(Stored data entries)
::::::::::

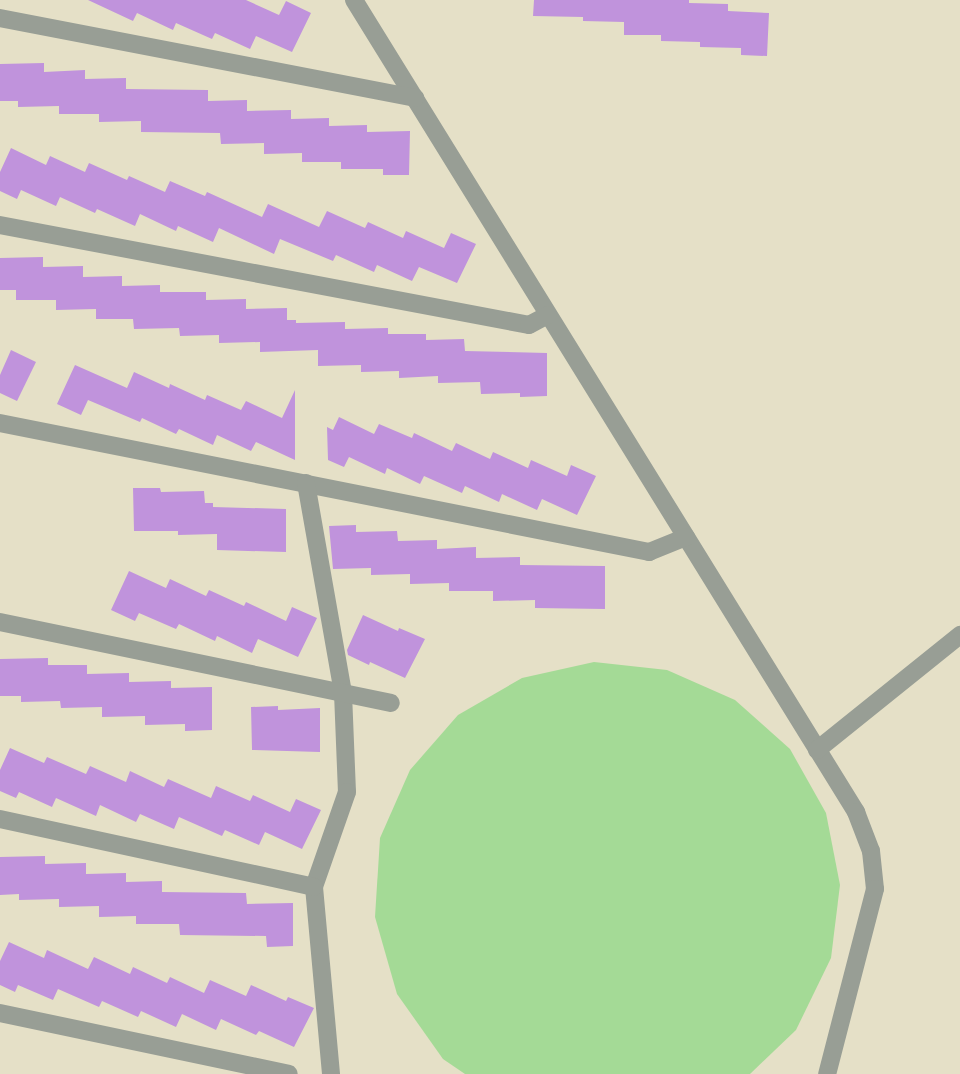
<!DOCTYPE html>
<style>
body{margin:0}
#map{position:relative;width:960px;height:1074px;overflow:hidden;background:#e5e0c7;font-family:"PT Sans",sans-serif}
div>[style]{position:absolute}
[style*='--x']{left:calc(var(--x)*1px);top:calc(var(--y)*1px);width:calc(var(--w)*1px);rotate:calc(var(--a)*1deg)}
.green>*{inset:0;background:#a4da96}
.building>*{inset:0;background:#c093dc}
.street>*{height:18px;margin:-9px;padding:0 9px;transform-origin:9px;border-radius:9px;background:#989e95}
span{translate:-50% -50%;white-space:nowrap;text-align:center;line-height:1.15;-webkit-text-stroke:4.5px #fff;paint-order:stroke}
</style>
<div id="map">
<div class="green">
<div style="clip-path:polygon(594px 662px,667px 670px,735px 700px,790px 749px,826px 813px,840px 885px,831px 958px,796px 1030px,750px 1074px,465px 1074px,443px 1059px,397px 994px,375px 917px,380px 838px,410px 770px,458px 715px,522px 678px)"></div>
</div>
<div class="building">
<div style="clip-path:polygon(88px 0,246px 0,279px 15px,286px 1px,311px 13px,292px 52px,256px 36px,250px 49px,215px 33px,212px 39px,176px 23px,173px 30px,137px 13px,133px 21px)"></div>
<div style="clip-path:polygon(534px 0,689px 0,689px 3px,728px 4px,728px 11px,769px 13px,767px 56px,741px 55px,741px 48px,700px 47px,700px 42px,661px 41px,661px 35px,624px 35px,624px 22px,583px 21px,583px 17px,533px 16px)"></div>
<div style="clip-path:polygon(44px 63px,44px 72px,85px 70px,85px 79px,126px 78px,126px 89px,208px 90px,208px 101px,247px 100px,247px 111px,291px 110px,291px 119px,329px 118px,329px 126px,367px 125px,367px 132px,410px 131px,409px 175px,383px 175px,383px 169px,341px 169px,341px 162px,302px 162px,302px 153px,264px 154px,264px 143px,221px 144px,220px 133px,141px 132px,141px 121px,99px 122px,99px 114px,59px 114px,59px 106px,18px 107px,18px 101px,0 101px,0 64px)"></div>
<div style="clip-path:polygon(11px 148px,46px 165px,50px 156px,85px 172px,89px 163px,127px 180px,129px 176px,165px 192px,170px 181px,205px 196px,207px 192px,262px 217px,268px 204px,319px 227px,327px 211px,365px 228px,368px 222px,403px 238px,406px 231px,444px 248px,451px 233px,476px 244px,457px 283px,419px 267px,412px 281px,377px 265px,374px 272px,336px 255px,333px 261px,280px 239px,274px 254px,219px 228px,213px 242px,178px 226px,176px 231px,140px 214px,135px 226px,97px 209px,95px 213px,60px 197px,56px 206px,21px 190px,17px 199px,0 191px,0 172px)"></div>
<div style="clip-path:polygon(43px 257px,43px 267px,83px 266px,83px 277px,122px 276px,122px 286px,160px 285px,160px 292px,206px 292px,206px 300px,246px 299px,246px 309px,287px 308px,287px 320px,296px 320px,296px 323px,345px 322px,345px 329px,388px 328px,388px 334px,426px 334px,426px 340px,464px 339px,465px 351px,547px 353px,547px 396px,520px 397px,520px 393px,481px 394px,480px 382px,438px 383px,438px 376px,399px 378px,399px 371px,361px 372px,361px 365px,318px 366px,318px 350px,260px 352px,260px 342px,219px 343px,219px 335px,180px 336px,179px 328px,134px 329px,133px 319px,96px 319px,96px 309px,56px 310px,56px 300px,16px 300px,16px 290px,0 290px,0 258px)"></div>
<div style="clip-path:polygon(11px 350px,36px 362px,17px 401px,0 393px,0 375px)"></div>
<div style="clip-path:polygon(75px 365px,127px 388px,134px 372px,169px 388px,170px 384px,205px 400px,207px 395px,241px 410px,246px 401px,282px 418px,295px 390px,295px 460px,256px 442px,251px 451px,217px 435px,213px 445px,179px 429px,176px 434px,142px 418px,140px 422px,88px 400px,81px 415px,57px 404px)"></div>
<div style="clip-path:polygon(339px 417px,374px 434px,379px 424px,412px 438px,414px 433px,452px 451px,456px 443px,490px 459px,493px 452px,528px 468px,531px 460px,567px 476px,571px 465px,596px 476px,577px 515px,542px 499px,537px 510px,502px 494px,499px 502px,465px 486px,462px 493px,424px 476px,420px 484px,387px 468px,385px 474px,349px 457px,344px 467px,328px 460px,327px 427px,333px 430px)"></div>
<div style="clip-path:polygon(133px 488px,160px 488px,161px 492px,204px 491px,205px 503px,213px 503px,213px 507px,286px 509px,286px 552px,217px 550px,217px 534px,178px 535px,178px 531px,134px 531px)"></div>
<div style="clip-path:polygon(356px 525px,356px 532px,397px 531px,398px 541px,437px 540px,437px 549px,476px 547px,476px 558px,520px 557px,520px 565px,605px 566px,605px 609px,535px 608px,535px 600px,493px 601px,493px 591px,449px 591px,449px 583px,410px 584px,410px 574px,371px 575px,371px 568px,333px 569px,329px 526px)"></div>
<div style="clip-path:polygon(129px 571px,166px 588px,170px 579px,206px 596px,209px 590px,244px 606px,246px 602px,286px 621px,292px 607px,317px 618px,298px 657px,258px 639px,252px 653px,217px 636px,215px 641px,179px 624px,176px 629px,139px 613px,135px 621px,111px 610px)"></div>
<div style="clip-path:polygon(363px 615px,398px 631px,399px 628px,425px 639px,405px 678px,370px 662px,369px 665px,348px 655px,347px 650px)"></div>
<div style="clip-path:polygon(48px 658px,48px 665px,87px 665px,87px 674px,129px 673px,129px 682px,171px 681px,171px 688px,212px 687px,212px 730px,185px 731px,185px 724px,145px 725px,145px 716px,102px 717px,102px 707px,61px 708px,60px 701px,21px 702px,21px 696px,0 696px,0 659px)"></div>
<div style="clip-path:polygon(278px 706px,278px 710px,320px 708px,320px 752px,252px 750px,251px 707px)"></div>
<div style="clip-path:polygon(10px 748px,44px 763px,47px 757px,86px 774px,90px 766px,126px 782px,130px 771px,164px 787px,168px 779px,211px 798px,216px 786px,250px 801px,253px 795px,290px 812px,296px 799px,321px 810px,302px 849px,265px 832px,259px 845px,225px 830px,222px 836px,179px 817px,174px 829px,140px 814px,136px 822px,100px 805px,96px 816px,56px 798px,52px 807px,19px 792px,16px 798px,0 791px,0 770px)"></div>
<div style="clip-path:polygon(45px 856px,45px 864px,86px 863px,86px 874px,126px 873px,126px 882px,162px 881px,162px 892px,246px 893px,247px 904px,293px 903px,293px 946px,267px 947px,266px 936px,180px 935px,179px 924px,136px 924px,136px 916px,99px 917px,99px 906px,59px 907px,59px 899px,19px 900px,19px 894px,0 895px,0 857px)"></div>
<div style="clip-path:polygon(9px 942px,44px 958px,47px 950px,88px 969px,94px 957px,130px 974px,133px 967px,167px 983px,170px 977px,204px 993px,210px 980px,246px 996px,251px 985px,286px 1001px,288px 997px,314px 1008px,294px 1047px,259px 1031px,256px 1035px,221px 1019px,216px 1030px,182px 1014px,176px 1027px,141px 1011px,138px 1017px,102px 1001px,99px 1007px,58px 989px,53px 1000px,18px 985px,15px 992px,0 985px,0 961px)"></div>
</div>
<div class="street">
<div style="--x:354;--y:0;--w:955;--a:58.27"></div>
<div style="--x:856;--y:812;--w:42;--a:69"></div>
<div style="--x:871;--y:851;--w:38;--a:84"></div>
<div style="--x:875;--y:889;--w:191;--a:104.5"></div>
<div style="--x:0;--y:18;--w:423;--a:10.9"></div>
<div style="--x:0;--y:225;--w:538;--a:10.7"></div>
<div style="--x:529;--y:325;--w:21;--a:-28"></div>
<div style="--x:0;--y:423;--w:662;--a:11.24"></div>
<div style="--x:649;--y:552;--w:40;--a:-22"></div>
<div style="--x:306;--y:483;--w:213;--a:80"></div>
<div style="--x:343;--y:693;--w:99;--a:87.7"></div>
<div style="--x:347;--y:792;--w:101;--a:109.2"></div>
<div style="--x:314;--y:887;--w:188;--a:84.8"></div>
<div style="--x:0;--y:622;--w:399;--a:11.7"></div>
<div style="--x:817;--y:750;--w:184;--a:-38.8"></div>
<div style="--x:0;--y:819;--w:321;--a:12.2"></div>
<div style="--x:0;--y:1013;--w:295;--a:11.9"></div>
</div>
</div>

::::::::::

• Problem description
Line count for the word "position": please state how many lines of the records above contain it, and nothing else.

• Result of the task
2